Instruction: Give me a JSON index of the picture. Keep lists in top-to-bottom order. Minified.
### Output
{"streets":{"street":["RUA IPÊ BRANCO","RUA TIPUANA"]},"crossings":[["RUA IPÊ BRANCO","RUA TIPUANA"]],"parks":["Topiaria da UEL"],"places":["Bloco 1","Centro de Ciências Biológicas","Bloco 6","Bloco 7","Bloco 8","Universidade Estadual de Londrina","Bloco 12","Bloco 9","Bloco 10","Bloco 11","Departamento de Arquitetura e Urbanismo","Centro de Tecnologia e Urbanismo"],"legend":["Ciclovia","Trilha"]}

| What to produce |
From the first line to the last, retype the data exactly.

| Task output |
Instruction: Give me a JSON index of the picture. Keep lists in top-to-bottom order. Minified.
### Output
{"streets":{"street":["RUA IPÊ BRANCO","RUA TIPUANA"]},"crossings":[["RUA IPÊ BRANCO","RUA TIPUANA"]],"parks":["Topiaria da UEL"],"places":["Bloco 1","Centro de Ciências Biológicas","Bloco 6","Bloco 7","Bloco 8","Universidade Estadual de Londrina","Bloco 12","Bloco 9","Bloco 10","Bloco 11","Departamento de Arquitetura e Urbanismo","Centro de Tecnologia e Urbanismo"],"legend":["Ciclovia","Trilha"]}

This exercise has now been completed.